Source data:
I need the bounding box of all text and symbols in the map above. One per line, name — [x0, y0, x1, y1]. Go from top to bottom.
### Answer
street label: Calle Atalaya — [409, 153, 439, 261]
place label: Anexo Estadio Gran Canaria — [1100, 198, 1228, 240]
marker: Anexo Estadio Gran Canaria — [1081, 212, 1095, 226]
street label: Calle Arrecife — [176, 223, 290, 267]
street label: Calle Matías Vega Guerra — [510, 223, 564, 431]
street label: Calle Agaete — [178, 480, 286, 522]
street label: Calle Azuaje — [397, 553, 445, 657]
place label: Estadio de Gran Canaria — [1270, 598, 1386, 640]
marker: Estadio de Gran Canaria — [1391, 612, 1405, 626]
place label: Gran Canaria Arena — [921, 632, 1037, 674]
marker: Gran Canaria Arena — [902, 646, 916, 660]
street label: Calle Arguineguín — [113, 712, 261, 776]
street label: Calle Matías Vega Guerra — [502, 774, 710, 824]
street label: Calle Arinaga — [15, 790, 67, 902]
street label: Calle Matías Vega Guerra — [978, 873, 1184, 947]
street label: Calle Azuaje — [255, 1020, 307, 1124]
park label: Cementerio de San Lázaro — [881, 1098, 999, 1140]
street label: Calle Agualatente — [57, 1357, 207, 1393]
--
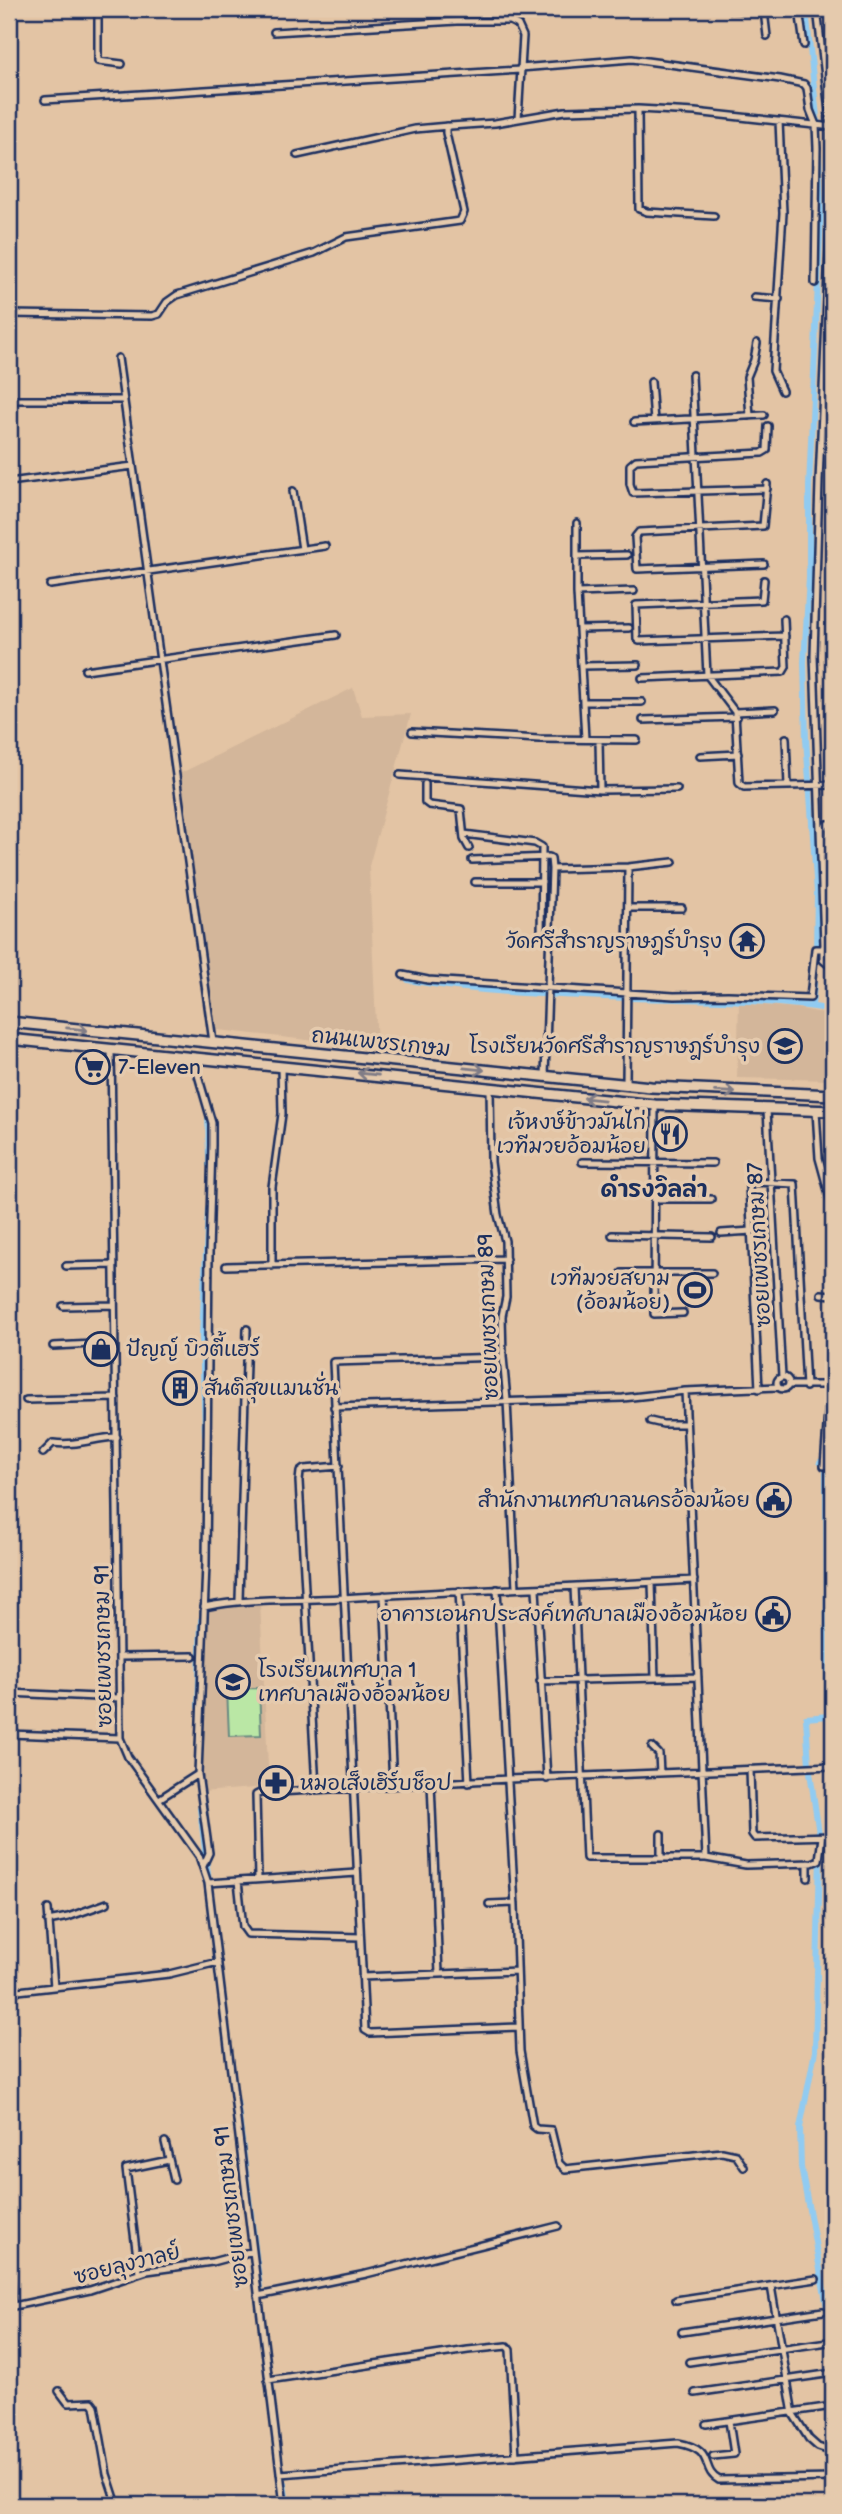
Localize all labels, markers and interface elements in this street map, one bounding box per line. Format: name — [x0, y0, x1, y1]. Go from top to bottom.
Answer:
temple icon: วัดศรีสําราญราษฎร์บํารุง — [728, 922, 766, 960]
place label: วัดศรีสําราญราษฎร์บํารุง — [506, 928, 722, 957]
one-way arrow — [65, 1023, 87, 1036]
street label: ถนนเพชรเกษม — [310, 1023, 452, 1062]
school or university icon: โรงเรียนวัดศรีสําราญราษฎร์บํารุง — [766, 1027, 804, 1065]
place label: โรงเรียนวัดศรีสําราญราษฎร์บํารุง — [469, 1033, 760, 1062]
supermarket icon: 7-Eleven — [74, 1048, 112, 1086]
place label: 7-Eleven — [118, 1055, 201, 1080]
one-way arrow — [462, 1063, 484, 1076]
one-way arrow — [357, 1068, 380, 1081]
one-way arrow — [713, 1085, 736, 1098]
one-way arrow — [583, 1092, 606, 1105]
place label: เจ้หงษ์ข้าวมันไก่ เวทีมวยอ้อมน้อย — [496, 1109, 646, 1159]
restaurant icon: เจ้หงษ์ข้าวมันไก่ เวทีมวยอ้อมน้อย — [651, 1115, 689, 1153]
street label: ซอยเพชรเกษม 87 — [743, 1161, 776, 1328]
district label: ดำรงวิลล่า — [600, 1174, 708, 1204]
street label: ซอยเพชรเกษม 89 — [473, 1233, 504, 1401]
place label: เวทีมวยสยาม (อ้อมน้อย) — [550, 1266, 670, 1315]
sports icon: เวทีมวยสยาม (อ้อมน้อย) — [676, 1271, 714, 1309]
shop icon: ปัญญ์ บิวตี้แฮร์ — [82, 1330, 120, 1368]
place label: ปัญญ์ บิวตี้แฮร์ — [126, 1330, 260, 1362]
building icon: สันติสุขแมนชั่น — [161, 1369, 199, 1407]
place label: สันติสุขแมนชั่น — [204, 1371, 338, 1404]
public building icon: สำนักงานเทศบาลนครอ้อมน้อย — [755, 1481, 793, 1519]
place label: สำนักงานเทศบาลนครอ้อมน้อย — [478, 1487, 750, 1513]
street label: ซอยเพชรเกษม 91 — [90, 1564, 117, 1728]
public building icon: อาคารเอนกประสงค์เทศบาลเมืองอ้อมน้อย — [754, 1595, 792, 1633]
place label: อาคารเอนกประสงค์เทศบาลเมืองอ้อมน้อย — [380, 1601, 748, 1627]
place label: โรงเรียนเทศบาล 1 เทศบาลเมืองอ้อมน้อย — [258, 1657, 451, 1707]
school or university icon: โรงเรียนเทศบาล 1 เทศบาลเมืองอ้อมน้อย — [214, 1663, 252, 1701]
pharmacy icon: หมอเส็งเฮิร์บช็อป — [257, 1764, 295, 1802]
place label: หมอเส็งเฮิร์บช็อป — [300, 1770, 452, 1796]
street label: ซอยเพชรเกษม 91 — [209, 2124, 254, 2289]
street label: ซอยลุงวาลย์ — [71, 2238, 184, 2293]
--
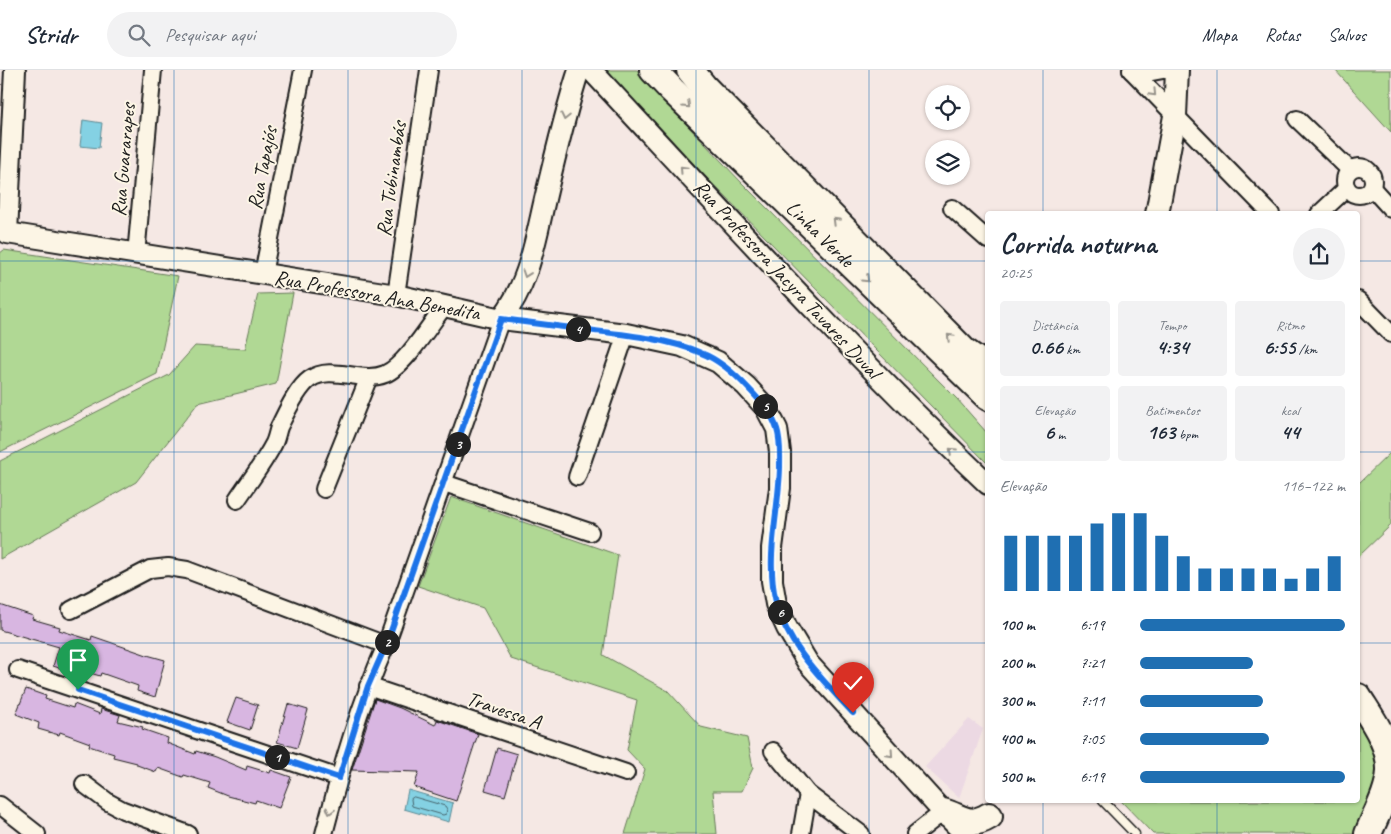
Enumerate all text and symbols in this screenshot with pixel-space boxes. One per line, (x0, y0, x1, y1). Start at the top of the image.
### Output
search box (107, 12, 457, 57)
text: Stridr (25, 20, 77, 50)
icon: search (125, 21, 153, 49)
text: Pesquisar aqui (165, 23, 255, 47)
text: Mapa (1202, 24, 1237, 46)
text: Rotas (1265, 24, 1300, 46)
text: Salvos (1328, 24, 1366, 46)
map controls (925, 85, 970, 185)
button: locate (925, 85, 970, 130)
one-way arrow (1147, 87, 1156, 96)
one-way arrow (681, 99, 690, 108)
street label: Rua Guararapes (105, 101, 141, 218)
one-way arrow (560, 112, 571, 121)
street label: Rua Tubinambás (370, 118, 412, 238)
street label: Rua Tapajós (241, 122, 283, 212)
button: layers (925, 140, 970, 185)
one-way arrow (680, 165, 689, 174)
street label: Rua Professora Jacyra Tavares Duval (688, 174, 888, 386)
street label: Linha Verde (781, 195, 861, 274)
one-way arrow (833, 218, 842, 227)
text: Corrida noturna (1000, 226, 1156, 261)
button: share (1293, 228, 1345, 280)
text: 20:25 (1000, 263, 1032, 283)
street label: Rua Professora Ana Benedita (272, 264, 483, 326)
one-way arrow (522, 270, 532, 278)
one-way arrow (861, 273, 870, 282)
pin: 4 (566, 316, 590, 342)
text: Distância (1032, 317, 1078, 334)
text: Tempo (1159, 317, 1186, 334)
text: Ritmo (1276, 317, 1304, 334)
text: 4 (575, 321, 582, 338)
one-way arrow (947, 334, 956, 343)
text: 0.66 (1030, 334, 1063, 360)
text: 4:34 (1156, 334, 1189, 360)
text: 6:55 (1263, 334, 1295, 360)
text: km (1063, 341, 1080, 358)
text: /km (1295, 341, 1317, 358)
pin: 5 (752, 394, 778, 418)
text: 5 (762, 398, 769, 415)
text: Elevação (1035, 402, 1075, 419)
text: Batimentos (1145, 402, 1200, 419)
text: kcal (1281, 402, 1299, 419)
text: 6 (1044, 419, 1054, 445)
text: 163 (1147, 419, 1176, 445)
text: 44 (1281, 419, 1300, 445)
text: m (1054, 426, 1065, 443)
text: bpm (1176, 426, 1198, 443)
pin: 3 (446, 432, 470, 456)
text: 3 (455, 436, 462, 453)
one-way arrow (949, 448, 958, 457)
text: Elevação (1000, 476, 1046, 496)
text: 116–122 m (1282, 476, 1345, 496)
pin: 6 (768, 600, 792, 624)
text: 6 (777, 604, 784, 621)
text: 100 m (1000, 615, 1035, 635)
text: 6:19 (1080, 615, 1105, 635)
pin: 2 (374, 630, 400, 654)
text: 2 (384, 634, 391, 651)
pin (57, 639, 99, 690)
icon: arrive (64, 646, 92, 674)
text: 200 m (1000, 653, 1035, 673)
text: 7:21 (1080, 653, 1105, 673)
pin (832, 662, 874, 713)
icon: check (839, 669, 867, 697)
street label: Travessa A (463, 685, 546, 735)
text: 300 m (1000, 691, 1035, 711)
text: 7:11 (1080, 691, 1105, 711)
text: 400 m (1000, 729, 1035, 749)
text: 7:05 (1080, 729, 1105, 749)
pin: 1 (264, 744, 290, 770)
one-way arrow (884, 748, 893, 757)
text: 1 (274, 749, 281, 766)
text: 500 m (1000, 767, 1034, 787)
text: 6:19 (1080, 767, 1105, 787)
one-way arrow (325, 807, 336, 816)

What to produce: Across the whole listing above, report each line that includes "มวยอ".

Written answer:
place label: เจ้หงษ์ข้าวมันไก่ เวทีมวยอ้อมน้อย — [496, 1109, 646, 1159]
restaurant icon: เจ้หงษ์ข้าวมันไก่ เวทีมวยอ้อมน้อย — [651, 1115, 689, 1153]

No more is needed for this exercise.